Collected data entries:
BEGIN

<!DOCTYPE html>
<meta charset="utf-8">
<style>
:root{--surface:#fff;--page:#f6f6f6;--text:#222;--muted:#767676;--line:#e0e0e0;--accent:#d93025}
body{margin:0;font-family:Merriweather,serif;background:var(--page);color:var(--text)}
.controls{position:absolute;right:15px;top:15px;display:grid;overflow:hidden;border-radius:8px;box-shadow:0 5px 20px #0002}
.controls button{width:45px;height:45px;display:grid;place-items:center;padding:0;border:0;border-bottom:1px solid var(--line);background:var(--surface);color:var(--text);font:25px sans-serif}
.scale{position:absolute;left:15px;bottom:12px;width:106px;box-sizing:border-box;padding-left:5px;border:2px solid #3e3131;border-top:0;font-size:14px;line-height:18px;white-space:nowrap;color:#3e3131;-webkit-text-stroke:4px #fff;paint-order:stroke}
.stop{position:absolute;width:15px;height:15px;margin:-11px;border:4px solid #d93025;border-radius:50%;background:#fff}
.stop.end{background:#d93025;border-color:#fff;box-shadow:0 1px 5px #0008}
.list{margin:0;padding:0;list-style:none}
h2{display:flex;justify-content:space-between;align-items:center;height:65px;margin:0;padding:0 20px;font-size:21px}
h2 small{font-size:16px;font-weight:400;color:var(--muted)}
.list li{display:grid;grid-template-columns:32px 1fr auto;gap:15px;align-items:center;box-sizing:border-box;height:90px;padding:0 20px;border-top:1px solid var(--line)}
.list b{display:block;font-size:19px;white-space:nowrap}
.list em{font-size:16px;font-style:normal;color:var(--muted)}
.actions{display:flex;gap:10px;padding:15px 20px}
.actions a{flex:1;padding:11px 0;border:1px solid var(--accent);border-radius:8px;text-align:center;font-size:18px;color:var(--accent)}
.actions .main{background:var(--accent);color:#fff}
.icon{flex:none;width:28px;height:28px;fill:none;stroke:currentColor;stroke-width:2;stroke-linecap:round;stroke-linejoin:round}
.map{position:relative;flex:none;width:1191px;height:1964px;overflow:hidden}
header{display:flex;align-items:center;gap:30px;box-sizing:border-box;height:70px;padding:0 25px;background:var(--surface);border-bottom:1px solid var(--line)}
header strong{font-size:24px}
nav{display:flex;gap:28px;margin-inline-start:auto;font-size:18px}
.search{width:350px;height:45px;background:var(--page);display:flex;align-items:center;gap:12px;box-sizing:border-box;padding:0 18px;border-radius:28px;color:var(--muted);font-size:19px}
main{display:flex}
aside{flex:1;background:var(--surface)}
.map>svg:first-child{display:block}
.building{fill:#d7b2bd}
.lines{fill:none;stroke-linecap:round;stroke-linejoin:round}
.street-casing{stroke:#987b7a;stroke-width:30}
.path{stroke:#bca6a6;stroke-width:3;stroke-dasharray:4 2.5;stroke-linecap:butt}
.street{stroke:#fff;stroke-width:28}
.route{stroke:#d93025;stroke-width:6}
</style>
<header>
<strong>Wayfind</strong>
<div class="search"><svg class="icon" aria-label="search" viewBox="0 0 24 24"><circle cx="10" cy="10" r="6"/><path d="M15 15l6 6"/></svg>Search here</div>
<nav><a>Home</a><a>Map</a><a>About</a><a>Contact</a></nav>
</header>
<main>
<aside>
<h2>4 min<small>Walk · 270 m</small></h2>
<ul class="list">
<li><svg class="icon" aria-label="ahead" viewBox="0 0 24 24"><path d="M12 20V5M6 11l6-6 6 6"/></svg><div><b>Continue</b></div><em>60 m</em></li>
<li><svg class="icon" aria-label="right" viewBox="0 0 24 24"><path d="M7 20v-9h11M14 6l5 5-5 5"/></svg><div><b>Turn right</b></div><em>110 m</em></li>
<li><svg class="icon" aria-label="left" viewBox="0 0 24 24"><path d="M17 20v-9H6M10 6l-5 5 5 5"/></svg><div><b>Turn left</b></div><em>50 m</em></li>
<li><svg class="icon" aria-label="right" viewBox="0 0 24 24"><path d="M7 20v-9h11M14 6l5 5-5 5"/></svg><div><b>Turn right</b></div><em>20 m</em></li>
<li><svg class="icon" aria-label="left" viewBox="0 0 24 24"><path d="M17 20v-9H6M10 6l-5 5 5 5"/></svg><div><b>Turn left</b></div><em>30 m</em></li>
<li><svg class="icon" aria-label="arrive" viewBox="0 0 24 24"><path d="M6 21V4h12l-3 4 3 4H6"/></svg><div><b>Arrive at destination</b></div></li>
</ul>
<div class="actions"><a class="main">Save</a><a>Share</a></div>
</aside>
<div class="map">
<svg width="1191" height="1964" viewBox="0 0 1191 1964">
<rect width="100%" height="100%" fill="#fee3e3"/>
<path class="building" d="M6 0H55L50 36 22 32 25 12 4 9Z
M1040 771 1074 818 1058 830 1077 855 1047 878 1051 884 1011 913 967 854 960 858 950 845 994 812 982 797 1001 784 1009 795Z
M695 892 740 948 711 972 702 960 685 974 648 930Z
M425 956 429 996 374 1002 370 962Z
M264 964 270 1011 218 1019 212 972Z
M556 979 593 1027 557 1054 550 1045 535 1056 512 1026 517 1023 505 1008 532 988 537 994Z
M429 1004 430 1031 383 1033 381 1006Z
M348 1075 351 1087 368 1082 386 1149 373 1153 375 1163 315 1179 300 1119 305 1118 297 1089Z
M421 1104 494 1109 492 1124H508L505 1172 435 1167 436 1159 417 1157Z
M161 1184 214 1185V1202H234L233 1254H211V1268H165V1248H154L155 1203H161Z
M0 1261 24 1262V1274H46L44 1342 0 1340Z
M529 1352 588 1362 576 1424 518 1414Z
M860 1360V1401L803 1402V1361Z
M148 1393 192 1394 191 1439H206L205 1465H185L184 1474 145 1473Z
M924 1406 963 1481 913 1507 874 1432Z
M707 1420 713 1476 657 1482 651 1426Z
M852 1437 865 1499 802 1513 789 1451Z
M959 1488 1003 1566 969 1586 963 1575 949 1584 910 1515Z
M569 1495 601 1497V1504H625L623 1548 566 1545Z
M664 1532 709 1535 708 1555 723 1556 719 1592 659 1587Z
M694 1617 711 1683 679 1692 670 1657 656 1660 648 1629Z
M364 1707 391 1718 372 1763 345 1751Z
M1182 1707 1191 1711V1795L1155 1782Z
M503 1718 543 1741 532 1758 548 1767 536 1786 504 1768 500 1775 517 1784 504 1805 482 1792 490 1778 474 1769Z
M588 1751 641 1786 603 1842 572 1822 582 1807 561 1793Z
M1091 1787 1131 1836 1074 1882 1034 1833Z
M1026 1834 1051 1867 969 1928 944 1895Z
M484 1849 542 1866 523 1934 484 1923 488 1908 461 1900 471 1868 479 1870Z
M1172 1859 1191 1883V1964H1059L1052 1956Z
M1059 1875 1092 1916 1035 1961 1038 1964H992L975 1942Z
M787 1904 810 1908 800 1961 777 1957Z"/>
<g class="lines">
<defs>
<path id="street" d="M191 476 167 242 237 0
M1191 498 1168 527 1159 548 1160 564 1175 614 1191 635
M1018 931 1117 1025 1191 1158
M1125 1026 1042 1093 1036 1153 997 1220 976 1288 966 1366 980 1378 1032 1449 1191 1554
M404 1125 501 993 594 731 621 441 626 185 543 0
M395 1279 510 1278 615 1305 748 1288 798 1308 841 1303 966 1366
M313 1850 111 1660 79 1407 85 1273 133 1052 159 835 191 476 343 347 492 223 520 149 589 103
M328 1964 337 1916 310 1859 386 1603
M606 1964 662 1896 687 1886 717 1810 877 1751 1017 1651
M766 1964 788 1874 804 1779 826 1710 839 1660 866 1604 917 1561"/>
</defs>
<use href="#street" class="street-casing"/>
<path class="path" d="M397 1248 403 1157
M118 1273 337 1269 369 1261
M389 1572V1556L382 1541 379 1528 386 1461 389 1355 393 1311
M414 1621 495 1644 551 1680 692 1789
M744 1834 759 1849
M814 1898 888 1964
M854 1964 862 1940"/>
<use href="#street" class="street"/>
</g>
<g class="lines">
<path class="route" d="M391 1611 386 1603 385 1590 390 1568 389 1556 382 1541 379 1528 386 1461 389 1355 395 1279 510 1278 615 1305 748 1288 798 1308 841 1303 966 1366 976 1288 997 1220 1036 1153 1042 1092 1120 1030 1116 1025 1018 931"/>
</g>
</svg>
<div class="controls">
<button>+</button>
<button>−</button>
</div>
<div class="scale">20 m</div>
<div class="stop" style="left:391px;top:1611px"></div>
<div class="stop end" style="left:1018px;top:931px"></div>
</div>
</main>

END

Your answer should be each line of the data that contains the word "list", copied as it stands.

.list{margin:0;padding:0;list-style:none}
.list li{display:grid;grid-template-columns:32px 1fr auto;gap:15px;align-items:center;box-sizing:border-box;height:90px;padding:0 20px;border-top:1px solid var(--line)}
.list b{display:block;font-size:19px;white-space:nowrap}
.list em{font-size:16px;font-style:normal;color:var(--muted)}
<ul class="list">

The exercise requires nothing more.